### YOUR GOAL
Repeat each record exactly. Any picture gets left out.

### RECORDED DATA
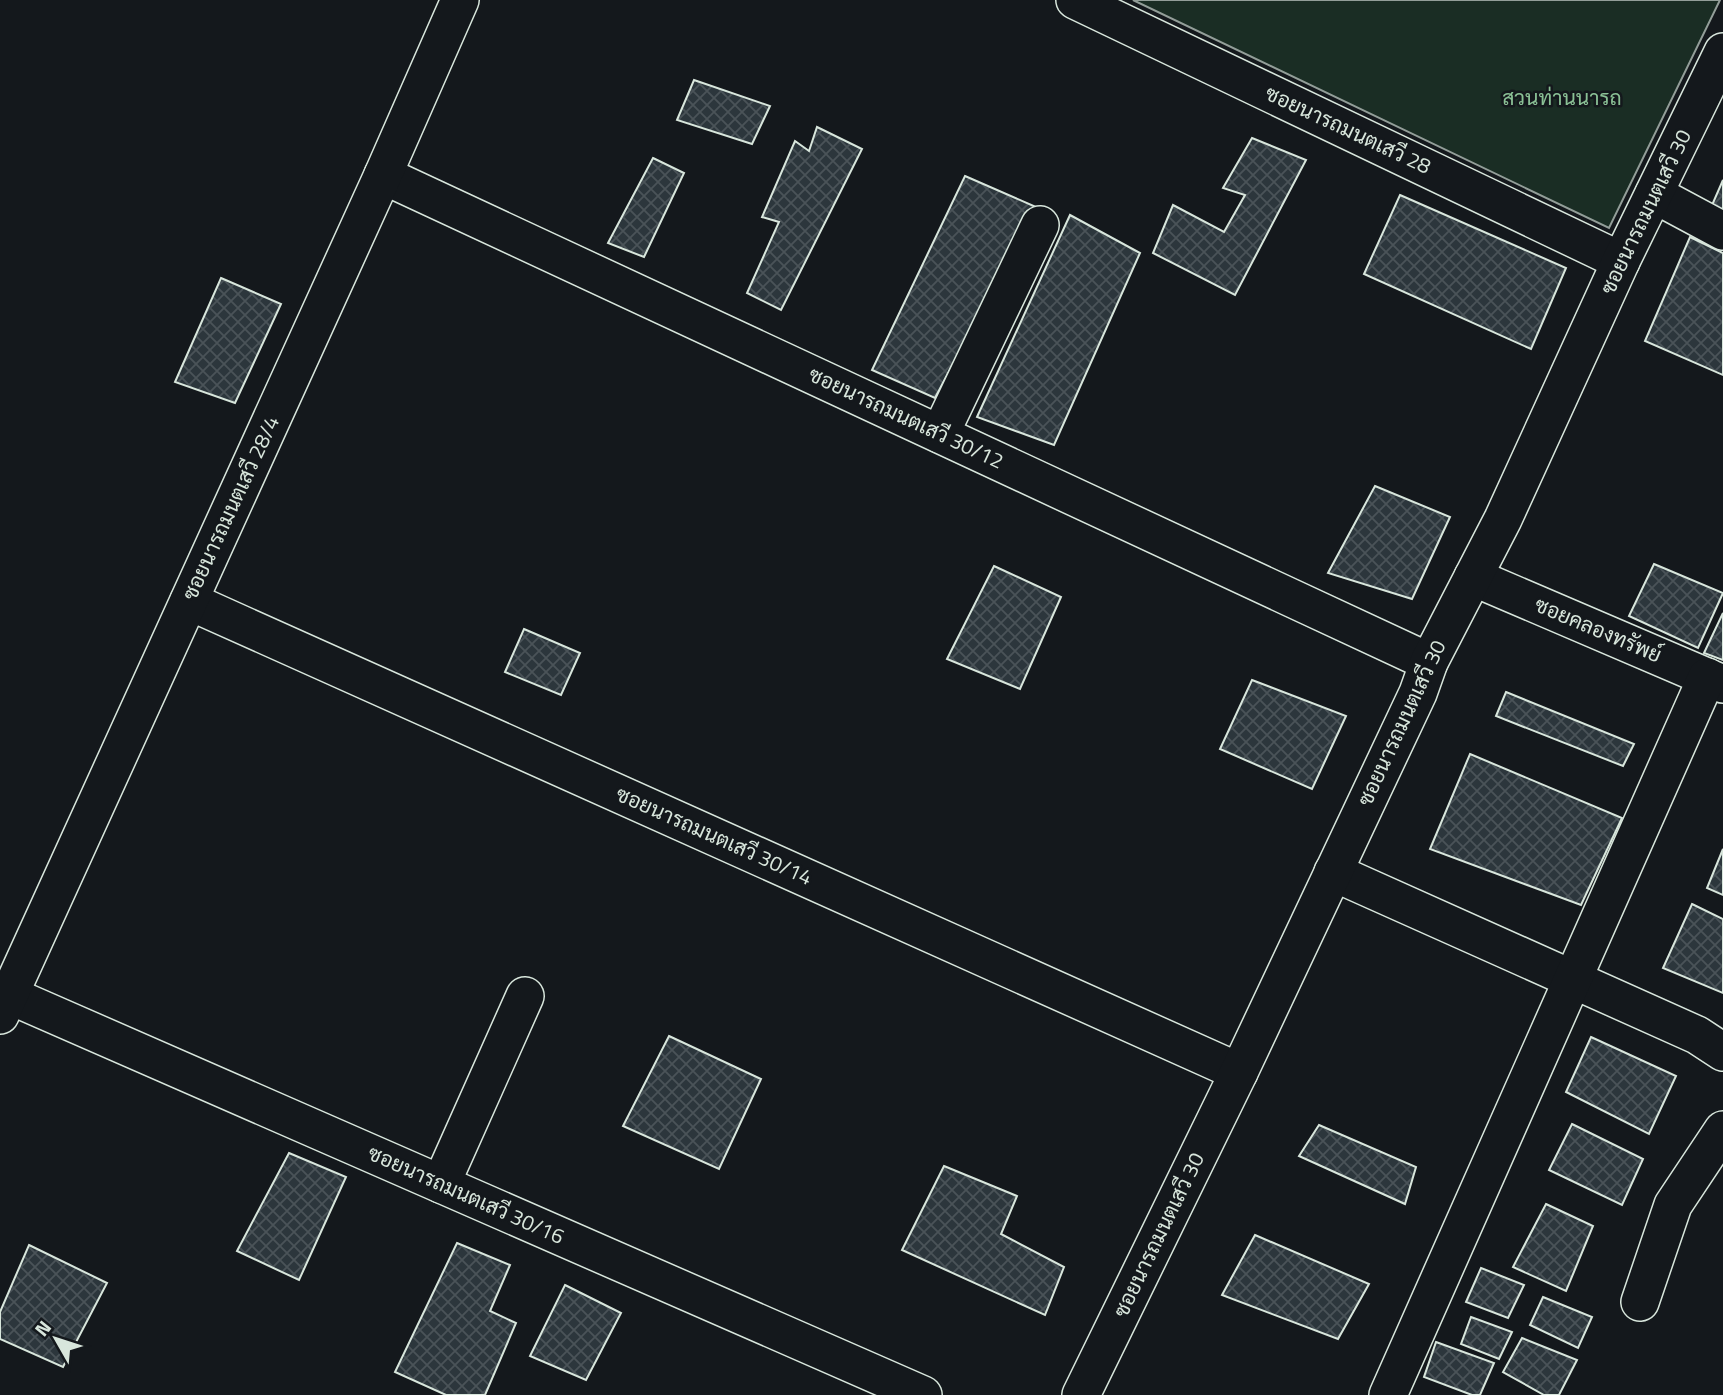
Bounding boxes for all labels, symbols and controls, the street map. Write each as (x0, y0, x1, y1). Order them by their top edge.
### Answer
street label: ซอยนารถมนตเสวี 28 (1260, 77, 1437, 182)
park label: สวนท่านนารถ (1502, 81, 1622, 113)
street label: ซอยนารถมนตเสวี 30 (1591, 124, 1699, 299)
street label: ซอยนารถมนตเสวี 30/12 (804, 358, 1009, 476)
street label: ซอยนารถมนตเสวี 28/4 (173, 410, 287, 605)
street label: ซอยคลองทรัพย์ (1530, 588, 1667, 670)
street label: ซอยนารถมนตเสวี 30 (1349, 634, 1454, 811)
street label: ซอยนารถมนตเสวี 30/14 (611, 777, 818, 893)
street label: ซอยนารถมนตเสวี 30/16 (363, 1136, 570, 1252)
street label: ซอยนารถมนตเสวี 30 (1104, 1147, 1212, 1322)
north arrow (21, 1304, 91, 1374)
text: N (27, 1314, 58, 1342)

### YOUR SOLUTION
Bounding boxes for all labels, symbols and controls, the street map. Write each as (x0, y0, x1, y1). Order them by their top edge.
### Answer
street label: ซอยนารถมนตเสวี 28 (1260, 77, 1437, 182)
park label: สวนท่านนารถ (1502, 81, 1622, 113)
street label: ซอยนารถมนตเสวี 30 (1591, 124, 1699, 299)
street label: ซอยนารถมนตเสวี 30/12 (804, 358, 1009, 476)
street label: ซอยนารถมนตเสวี 28/4 (173, 410, 287, 605)
street label: ซอยคลองทรัพย์ (1530, 588, 1667, 670)
street label: ซอยนารถมนตเสวี 30 (1349, 634, 1454, 811)
street label: ซอยนารถมนตเสวี 30/14 (611, 777, 818, 893)
street label: ซอยนารถมนตเสวี 30/16 (363, 1136, 570, 1252)
street label: ซอยนารถมนตเสวี 30 (1104, 1147, 1212, 1322)
north arrow (21, 1304, 91, 1374)
text: N (27, 1314, 58, 1342)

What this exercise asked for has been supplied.